Records shown:

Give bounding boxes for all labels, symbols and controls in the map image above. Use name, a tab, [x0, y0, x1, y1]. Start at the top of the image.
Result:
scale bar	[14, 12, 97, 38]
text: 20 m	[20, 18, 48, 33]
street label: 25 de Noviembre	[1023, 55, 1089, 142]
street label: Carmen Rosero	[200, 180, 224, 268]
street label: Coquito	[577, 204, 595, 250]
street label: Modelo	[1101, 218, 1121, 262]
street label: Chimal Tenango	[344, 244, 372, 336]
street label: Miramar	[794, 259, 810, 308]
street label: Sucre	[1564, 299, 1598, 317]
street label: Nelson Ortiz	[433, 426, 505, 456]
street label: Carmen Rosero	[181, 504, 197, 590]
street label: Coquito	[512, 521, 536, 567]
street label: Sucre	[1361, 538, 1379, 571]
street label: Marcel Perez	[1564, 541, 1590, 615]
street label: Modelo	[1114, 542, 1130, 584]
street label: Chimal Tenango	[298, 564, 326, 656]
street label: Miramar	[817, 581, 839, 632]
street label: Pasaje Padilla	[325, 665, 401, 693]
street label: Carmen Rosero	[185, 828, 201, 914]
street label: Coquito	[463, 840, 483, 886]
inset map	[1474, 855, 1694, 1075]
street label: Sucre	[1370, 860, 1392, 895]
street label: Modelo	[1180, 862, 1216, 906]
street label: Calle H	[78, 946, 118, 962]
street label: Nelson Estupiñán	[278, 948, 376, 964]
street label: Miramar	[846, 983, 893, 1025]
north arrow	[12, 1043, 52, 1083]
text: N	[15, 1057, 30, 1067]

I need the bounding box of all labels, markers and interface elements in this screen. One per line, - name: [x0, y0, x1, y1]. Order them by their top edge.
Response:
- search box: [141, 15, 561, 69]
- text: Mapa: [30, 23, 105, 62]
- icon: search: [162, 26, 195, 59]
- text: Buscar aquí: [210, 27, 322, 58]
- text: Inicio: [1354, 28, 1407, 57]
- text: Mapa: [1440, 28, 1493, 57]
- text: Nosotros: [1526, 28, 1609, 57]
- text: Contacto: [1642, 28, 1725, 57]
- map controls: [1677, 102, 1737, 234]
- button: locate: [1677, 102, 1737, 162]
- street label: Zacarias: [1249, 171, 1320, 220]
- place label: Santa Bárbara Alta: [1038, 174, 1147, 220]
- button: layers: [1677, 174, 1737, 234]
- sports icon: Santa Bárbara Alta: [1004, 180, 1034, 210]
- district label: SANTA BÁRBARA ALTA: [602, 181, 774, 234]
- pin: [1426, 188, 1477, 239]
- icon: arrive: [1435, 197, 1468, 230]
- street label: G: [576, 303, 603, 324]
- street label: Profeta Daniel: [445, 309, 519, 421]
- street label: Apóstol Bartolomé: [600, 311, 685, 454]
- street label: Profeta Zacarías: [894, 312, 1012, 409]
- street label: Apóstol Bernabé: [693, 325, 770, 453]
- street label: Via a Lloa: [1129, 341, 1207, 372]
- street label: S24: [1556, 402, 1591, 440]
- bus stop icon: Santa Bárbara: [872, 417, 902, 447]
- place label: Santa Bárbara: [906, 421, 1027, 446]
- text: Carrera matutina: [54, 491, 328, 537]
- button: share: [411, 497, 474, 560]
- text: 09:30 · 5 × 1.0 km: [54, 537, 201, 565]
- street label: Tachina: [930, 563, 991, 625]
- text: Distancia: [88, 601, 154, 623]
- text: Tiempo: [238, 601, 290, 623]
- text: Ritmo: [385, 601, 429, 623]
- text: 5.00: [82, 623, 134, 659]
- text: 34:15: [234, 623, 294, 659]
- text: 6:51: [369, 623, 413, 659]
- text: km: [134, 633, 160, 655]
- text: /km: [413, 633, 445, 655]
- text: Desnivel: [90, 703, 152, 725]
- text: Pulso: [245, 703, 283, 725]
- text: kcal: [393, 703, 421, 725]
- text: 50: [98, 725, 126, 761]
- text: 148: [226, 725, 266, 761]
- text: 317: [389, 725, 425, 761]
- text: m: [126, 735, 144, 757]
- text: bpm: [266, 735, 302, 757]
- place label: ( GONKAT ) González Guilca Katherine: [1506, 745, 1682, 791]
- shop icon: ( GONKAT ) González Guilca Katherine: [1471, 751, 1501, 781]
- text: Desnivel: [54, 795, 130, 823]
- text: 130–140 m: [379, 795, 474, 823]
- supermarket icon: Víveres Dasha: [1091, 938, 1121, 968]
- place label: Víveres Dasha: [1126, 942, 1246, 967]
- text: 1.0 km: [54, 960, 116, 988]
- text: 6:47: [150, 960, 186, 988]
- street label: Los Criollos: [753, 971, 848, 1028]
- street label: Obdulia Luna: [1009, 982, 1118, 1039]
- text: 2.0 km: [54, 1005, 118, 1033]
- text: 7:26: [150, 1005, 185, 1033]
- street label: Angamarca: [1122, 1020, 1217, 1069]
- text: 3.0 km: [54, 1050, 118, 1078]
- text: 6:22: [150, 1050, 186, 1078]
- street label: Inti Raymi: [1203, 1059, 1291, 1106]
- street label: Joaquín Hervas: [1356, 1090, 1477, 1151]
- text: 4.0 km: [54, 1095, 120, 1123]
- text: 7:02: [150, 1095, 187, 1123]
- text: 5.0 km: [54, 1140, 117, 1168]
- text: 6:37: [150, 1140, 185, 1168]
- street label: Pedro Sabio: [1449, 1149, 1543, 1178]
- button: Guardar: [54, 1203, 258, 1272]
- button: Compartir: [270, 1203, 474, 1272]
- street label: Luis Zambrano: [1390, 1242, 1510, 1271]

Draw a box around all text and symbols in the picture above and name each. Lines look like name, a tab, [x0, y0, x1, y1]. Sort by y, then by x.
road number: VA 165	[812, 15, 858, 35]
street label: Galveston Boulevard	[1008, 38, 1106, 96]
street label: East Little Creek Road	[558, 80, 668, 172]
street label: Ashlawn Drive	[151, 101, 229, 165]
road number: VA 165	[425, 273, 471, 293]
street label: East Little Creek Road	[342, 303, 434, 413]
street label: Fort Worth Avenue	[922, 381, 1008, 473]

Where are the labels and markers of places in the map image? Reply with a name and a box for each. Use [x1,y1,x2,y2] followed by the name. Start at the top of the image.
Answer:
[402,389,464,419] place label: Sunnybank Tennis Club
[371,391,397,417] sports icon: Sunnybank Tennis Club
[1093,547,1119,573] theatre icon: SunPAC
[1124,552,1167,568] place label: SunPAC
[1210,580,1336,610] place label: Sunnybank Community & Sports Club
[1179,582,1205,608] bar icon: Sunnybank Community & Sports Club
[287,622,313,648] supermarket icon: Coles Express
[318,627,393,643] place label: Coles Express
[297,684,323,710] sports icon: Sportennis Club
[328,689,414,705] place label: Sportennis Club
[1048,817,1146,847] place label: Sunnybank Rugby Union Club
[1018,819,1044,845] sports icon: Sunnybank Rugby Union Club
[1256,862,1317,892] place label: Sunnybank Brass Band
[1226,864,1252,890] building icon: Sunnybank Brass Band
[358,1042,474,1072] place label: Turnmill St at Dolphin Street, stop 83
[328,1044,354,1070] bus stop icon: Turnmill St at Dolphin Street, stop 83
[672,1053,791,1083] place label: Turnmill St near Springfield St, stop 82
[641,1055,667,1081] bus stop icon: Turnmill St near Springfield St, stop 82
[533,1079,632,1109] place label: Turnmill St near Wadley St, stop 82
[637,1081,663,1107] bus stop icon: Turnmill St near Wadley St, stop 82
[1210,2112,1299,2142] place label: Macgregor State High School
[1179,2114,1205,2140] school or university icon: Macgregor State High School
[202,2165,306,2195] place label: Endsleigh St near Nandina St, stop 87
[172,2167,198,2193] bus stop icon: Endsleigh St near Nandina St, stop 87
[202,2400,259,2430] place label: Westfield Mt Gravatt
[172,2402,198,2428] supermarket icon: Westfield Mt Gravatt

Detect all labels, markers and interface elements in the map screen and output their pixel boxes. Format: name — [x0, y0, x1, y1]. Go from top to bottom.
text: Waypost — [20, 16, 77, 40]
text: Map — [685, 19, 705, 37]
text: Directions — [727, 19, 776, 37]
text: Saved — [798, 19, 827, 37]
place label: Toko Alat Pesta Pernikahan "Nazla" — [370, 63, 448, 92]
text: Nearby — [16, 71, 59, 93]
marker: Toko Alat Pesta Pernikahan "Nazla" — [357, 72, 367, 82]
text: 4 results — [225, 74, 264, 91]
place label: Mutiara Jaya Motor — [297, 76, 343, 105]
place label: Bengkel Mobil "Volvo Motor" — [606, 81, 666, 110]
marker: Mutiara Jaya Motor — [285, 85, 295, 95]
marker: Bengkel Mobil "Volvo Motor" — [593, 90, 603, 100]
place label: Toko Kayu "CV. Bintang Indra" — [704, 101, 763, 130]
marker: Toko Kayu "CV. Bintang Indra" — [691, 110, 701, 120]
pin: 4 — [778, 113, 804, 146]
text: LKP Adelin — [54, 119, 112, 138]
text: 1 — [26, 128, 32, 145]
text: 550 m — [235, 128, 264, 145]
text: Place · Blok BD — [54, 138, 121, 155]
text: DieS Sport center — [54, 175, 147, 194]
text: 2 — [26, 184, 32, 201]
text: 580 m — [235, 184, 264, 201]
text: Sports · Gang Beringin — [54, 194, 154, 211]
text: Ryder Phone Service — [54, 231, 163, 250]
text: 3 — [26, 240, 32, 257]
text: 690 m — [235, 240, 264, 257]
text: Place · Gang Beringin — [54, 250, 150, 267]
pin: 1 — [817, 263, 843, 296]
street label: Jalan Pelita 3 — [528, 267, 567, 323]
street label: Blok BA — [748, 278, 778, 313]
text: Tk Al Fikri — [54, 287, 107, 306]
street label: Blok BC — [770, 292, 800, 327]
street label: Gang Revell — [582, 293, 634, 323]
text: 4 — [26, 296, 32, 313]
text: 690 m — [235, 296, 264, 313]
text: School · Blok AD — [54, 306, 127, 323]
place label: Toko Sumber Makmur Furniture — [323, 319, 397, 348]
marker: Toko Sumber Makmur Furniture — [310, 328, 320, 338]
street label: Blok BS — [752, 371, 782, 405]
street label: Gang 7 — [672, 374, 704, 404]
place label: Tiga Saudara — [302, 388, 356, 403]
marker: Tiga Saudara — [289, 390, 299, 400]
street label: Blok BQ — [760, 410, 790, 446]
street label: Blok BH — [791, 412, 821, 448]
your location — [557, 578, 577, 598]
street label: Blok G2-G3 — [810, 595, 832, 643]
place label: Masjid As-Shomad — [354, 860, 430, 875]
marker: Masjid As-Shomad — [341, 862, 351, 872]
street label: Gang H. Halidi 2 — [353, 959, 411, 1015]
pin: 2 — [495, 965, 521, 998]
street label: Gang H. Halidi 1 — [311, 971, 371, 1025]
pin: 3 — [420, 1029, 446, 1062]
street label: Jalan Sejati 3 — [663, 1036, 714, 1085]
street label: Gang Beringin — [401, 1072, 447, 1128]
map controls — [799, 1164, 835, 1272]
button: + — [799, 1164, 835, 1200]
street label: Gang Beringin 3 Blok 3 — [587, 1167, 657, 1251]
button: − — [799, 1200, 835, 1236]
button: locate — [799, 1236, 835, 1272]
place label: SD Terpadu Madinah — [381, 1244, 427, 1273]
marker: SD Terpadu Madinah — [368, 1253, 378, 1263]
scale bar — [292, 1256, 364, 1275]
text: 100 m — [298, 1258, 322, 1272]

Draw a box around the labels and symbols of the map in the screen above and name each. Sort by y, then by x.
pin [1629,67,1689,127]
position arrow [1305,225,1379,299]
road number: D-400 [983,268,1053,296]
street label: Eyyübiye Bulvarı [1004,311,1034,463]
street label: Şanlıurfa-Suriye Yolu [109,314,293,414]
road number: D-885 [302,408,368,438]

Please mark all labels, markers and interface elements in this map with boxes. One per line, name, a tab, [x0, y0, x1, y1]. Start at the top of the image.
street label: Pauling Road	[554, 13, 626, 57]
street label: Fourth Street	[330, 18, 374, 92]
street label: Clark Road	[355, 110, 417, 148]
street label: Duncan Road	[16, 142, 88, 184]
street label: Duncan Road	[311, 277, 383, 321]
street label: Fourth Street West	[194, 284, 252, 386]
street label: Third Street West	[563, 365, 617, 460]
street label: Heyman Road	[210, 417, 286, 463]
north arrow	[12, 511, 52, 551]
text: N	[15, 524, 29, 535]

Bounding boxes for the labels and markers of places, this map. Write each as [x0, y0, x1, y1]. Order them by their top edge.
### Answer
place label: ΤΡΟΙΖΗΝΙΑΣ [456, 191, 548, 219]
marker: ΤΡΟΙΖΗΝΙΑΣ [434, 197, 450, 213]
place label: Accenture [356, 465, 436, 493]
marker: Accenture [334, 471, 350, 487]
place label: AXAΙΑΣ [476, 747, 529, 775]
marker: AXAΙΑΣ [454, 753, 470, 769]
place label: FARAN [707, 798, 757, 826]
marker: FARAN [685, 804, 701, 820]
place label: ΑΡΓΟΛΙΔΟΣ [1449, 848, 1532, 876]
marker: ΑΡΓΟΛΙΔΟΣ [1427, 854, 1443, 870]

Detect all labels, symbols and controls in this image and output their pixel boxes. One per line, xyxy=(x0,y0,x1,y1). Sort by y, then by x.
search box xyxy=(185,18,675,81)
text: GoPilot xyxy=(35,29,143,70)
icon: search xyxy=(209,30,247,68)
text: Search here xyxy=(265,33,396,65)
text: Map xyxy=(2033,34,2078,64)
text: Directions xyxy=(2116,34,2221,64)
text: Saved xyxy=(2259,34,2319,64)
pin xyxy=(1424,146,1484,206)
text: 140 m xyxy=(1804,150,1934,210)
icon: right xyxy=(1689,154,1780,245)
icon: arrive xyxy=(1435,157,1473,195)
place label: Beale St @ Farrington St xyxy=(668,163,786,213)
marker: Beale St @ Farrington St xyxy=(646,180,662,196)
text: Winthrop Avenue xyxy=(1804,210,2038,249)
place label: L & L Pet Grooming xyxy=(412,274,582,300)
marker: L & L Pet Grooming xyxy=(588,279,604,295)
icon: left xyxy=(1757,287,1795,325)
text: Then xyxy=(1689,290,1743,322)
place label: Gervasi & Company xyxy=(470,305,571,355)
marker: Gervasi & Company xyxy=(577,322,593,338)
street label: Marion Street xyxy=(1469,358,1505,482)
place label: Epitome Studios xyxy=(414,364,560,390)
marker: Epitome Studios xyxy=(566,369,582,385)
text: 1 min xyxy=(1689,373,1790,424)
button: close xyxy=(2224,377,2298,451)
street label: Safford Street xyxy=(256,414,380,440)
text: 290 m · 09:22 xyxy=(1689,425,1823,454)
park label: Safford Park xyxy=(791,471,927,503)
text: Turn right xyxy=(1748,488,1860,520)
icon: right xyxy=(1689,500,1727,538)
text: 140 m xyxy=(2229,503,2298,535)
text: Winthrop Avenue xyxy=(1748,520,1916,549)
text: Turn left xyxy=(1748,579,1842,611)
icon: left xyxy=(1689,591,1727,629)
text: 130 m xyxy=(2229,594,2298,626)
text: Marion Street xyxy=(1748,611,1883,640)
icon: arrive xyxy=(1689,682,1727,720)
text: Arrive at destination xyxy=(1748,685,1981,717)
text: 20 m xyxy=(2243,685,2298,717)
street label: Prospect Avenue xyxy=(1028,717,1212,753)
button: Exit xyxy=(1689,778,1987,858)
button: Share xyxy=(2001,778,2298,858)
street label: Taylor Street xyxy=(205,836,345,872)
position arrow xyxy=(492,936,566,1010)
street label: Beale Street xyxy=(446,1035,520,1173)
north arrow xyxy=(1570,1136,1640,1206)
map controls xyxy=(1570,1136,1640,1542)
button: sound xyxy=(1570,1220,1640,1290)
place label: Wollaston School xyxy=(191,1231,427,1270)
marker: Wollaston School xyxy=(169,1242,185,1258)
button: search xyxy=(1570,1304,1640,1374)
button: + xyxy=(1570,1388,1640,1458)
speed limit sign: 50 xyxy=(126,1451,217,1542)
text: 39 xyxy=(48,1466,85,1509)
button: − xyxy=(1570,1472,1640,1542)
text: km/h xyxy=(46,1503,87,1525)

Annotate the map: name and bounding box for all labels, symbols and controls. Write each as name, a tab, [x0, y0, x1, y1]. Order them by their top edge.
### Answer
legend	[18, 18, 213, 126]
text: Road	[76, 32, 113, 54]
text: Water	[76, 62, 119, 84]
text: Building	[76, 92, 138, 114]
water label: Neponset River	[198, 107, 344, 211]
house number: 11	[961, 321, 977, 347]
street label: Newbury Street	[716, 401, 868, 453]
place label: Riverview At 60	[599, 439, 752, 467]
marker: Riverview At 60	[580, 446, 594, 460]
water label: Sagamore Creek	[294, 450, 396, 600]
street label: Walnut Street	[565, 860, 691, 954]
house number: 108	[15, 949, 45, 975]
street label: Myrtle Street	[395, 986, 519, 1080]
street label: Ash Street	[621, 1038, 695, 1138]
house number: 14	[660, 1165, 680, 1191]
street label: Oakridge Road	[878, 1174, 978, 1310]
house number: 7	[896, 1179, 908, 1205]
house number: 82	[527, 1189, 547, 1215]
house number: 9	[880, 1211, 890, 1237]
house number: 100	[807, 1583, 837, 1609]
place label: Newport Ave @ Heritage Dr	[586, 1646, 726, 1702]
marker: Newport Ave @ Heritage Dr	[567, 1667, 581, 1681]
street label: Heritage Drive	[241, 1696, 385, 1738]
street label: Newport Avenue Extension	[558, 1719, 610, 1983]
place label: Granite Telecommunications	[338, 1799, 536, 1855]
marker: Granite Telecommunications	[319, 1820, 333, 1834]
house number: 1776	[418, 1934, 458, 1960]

Problem details: Within the entries above, how many lines contain "Coquito"? Respond with the number only.

Result for this task: 3